Editor's note: In the second article of our two-part series on how to buy the right a video-conferencing system...
for your organization, we walk you through what video conferencing equipment or services you need to research before you buy. In case you missed it, check out part one to see what's driving increased interest in video-conferencing systems and the types of systems available, from room-based and telepresence systems to cloud-based video-as-a-service (VaaS) options.
To decide whether on-premises or cloud-based video conferencing services are best for your organization, you should outline:
- Goals for implementing video;
- the number of sites to be covered and conference rooms in each location;
- inventory of any existing equipment, including infrastructure;
- and devices that users will use (video- laptops, tablets, smartphones, etc.).
This document can serve as the basis for a request for proposal (RFP) if you decide to go formal, or at least keep a level playing field so valid comparisons can be made. Cost models will vary considerably from the big capital investment needed for premise-based systems, as opposed to an expense model for cloud-based services. Looking at the cost over a five-year period is a reasonable approach. Also, note that if you buy equipment, a lot of it will still be usable after the amortization period.
Required video conferencing infrastructure
Video infrastructure components are the technical underbelly of video conferencing and consist of one or more bridges or multipoint control units (MCUs), management servers and possibly remote access devices like session border controllers and virtual private network (VPN) devices. Larger enterprises may have multiple sets of infrastructure devices, and are often deployed in different regions.
The bridge is a key device in the infrastructure and is likely the most expensive item. Bridges connect multiple callers into virtual meeting rooms (VMRs) and make calls interoperable by transcoding the signals between various brands of equipment. Infrastructure components are sophisticated devices that require support from engineering-level IT personnel. Consider whether your IT organization has the expertise and the staffing levels necessary to take on this additional support burden. If not, a cloud solution may be the preferred option.

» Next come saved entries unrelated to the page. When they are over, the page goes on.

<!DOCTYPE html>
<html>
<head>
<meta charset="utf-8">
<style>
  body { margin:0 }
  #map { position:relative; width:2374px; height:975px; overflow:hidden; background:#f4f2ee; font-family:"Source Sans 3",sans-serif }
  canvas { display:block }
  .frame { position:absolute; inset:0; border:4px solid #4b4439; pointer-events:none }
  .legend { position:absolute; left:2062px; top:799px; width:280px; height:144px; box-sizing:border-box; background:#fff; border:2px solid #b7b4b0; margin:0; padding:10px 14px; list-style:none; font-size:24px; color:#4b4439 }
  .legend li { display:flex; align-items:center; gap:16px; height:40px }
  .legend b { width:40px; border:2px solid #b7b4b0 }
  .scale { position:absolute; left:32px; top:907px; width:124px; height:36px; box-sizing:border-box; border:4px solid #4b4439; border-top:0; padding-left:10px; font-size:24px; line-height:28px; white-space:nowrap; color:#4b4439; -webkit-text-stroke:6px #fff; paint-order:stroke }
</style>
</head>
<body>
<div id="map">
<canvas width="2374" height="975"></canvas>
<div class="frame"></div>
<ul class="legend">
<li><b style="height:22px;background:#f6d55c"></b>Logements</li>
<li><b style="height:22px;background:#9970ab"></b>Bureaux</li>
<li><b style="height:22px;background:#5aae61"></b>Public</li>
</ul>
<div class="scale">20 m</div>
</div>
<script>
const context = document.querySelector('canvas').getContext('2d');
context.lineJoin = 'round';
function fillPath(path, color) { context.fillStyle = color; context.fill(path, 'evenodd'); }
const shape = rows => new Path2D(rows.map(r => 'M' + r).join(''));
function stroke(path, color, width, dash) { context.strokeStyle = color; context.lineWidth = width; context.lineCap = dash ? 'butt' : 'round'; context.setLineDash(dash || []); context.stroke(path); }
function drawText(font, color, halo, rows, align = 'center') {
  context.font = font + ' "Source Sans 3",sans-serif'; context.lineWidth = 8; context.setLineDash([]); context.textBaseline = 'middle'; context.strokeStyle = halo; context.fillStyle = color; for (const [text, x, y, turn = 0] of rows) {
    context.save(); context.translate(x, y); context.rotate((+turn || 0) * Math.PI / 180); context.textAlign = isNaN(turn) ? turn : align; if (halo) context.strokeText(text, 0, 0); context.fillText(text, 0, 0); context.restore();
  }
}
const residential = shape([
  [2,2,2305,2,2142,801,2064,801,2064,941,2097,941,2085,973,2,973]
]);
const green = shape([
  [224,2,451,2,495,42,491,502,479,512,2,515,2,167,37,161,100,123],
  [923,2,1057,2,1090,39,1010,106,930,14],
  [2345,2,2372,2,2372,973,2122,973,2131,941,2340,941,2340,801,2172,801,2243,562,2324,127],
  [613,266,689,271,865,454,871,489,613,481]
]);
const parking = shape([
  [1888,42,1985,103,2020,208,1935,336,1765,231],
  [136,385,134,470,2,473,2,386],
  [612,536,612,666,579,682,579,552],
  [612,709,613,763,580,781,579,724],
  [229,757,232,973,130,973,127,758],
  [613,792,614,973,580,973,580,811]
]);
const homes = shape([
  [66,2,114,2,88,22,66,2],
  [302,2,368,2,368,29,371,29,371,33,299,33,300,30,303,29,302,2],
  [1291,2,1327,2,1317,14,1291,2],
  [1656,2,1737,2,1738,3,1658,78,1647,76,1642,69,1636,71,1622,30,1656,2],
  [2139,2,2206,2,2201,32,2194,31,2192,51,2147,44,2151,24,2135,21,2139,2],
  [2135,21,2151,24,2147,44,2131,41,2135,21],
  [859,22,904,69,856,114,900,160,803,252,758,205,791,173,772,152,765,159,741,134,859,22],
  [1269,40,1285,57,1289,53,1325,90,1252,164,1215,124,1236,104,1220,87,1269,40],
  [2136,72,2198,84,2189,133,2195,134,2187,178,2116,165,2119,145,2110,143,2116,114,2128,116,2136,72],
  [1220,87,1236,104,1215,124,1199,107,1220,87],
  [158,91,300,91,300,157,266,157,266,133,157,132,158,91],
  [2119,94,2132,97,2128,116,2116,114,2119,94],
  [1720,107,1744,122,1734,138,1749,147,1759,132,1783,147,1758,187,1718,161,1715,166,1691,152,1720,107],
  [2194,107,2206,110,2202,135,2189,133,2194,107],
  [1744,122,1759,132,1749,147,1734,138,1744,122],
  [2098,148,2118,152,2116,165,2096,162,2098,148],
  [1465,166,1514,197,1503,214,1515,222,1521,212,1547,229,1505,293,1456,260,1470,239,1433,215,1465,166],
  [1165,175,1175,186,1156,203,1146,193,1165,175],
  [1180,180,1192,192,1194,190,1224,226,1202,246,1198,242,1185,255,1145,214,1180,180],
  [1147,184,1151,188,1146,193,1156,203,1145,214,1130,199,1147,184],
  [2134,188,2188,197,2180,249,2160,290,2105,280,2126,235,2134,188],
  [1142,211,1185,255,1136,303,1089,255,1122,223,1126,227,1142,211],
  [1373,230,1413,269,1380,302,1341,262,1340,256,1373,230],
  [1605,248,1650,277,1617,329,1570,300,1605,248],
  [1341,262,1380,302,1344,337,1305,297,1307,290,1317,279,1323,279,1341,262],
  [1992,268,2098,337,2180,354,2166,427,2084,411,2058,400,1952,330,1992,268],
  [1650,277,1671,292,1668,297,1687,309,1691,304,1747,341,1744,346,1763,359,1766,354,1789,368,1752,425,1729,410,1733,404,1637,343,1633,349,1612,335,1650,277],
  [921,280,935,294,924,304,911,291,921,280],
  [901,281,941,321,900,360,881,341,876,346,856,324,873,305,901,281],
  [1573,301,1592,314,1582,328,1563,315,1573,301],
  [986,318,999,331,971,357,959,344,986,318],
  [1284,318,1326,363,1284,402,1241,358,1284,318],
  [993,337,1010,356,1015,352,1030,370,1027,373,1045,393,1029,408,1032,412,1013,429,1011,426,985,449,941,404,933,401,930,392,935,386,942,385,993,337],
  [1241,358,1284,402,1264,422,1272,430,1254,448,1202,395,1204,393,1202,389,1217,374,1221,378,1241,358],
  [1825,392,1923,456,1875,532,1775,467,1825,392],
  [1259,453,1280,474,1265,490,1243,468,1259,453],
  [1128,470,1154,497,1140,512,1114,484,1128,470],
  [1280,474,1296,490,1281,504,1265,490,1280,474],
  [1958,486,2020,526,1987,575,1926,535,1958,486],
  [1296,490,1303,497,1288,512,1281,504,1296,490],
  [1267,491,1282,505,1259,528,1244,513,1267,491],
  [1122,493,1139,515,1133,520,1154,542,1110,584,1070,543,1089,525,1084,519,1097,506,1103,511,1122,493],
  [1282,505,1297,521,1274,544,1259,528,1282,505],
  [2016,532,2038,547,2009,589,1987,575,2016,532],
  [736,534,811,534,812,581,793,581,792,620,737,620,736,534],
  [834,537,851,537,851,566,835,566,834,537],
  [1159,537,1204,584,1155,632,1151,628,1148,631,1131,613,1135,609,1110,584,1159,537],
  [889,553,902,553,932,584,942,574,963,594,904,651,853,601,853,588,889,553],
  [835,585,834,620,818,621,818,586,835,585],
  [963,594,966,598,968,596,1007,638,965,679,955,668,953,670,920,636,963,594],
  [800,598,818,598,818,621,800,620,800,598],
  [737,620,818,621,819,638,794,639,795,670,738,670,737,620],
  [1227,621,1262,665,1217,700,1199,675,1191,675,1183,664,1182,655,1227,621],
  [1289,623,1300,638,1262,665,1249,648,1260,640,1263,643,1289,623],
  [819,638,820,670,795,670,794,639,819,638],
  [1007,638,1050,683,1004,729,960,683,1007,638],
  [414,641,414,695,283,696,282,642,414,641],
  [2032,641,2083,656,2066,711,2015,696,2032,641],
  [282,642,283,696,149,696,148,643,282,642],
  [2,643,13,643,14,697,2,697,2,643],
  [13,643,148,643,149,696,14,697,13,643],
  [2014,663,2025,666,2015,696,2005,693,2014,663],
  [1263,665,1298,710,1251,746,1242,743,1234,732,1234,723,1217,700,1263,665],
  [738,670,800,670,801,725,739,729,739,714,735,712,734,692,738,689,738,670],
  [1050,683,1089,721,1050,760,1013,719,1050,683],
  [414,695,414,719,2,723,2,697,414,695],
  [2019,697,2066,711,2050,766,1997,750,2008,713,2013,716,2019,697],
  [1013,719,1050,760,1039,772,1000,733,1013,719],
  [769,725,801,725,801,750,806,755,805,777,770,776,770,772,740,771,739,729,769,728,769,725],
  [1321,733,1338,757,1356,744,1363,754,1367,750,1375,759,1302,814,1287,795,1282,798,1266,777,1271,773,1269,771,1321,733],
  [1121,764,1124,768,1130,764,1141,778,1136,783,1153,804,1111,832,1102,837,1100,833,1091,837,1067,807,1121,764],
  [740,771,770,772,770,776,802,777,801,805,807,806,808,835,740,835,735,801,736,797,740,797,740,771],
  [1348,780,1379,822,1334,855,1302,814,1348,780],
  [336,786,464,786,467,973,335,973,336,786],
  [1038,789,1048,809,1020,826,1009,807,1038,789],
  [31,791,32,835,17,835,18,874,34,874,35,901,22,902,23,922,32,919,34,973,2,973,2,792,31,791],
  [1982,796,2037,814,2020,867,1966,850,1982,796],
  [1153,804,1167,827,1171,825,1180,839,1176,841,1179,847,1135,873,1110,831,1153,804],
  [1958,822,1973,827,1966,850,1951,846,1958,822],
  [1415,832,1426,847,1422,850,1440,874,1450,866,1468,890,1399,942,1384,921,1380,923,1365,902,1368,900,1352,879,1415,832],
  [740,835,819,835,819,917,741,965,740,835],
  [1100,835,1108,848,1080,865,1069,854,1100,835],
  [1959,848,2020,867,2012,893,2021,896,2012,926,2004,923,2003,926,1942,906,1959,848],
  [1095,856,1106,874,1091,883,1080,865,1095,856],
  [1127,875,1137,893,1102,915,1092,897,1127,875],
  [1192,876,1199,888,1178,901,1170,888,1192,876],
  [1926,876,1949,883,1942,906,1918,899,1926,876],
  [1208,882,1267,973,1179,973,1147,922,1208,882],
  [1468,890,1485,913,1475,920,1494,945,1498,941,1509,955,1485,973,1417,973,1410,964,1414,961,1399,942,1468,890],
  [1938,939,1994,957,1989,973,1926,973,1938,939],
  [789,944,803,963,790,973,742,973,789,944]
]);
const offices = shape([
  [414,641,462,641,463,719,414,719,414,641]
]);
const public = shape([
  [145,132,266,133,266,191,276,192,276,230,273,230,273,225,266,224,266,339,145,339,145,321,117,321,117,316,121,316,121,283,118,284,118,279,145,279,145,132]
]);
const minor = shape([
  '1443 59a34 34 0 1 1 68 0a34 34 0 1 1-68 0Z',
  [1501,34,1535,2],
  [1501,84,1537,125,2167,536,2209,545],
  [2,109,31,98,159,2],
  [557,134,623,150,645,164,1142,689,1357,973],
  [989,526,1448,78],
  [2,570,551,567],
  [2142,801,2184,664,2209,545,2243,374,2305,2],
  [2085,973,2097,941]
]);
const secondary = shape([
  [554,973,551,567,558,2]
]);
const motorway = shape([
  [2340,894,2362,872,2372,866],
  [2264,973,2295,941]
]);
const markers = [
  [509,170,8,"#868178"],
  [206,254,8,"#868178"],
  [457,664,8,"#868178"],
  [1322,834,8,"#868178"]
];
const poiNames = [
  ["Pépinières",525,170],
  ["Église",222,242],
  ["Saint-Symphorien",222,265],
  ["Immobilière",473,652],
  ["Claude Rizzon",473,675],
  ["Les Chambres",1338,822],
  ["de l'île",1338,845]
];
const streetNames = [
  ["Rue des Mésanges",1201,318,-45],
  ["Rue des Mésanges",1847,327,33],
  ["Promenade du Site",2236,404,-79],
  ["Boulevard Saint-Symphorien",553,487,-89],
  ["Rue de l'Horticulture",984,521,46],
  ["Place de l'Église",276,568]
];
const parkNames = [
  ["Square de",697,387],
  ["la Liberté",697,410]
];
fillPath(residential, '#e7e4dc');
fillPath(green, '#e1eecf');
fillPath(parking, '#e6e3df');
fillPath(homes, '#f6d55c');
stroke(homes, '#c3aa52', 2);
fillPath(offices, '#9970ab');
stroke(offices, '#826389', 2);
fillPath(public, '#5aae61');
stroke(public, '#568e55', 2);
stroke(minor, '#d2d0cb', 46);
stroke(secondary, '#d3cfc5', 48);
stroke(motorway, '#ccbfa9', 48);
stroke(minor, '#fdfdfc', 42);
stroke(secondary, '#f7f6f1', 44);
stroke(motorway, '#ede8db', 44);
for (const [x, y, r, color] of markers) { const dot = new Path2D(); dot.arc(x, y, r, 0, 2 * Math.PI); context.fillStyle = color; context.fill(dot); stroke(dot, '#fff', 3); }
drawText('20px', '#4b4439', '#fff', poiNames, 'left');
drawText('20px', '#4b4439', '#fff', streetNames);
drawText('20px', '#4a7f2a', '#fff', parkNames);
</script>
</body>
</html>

Consider what level of integration and customization you need. Conference room controls like light and drapery controls, calendar integration and audio enhancements are the most common. Integration beyond basic audio enhancement in larger conference rooms should be carefully considered, especially at the beginning of an investment. Calendar integration may be desirable when using a VaaS provider. Ask whether the provider has virtual meeting room capability or only allows scheduled calls. Integration can become a support burden over time. Focus on getting the video system right first, then consider which integrations are necessary.
VaaS provider players
Cloud-based providers have a wide range of services. Blue Jeans Network, for example, connects a full range of clients on a full-featured platform. Teliris provides multivendor bridging, manages endpoints, provides in-call support and offers call production. Integrators like Carousel Industries can provide design, integration of audio and visual equipment in conference rooms, installation and equipment leasing, and cloud services offerings. Manufacturers of video conferencing endpoints like Polycom and Cisco offer cloud services directly or through partners for bridging and management platforms, and some may offer hosting for client infrastructure. Vidyo Inc. and Lifesize Conferencing also have cloud-based offerings.
Network circuits and devices will be needed for either type of service. Telecommunications carriers, network equipment resellers and video endpoint manufacturers can assist with consulting services for network assessments, design services and upgrades.
Once the important step of choosing the right video conferencing services for your organization is completed, you still have a number of tasks to complete to insure that the system works well and will actually be used.
Final checklist for optimal video-conferencing performance
In terms of which locations should have video, identify which sites work the most with others. Placing systems in key sites that already have a lot of communications with each other will facilitate collaboration between those sites and deliver a built in user base. Video services become more useful as more users have access to the system. Imagine a social network site like Facebook with only 100 users.
Obviously, more sites on the network make the system useful. Also, remember the telecommuters: They are a natural constituency for video and tend to be very quick to adapt to improvements in their work platforms. Remember to make the system convenient to the workers who will need it, not just executives.
And don't forget these:
- Get the network right. The ultimate quality of the video image and audio quality are dependent on a good network connection.
- Support is important. Be sure and follow up on complaints and be responsive. Nagging technical problems can kill employee interest in using the system.
- Provide training, especially to key users like executive admins.
- Market the system to your user base.
If you can get C-level support behind the project, it will increase your odds of a successful deployment. Moving to video involves a culture change, and it's always helpful to have the employee base aligned with the path you are taking.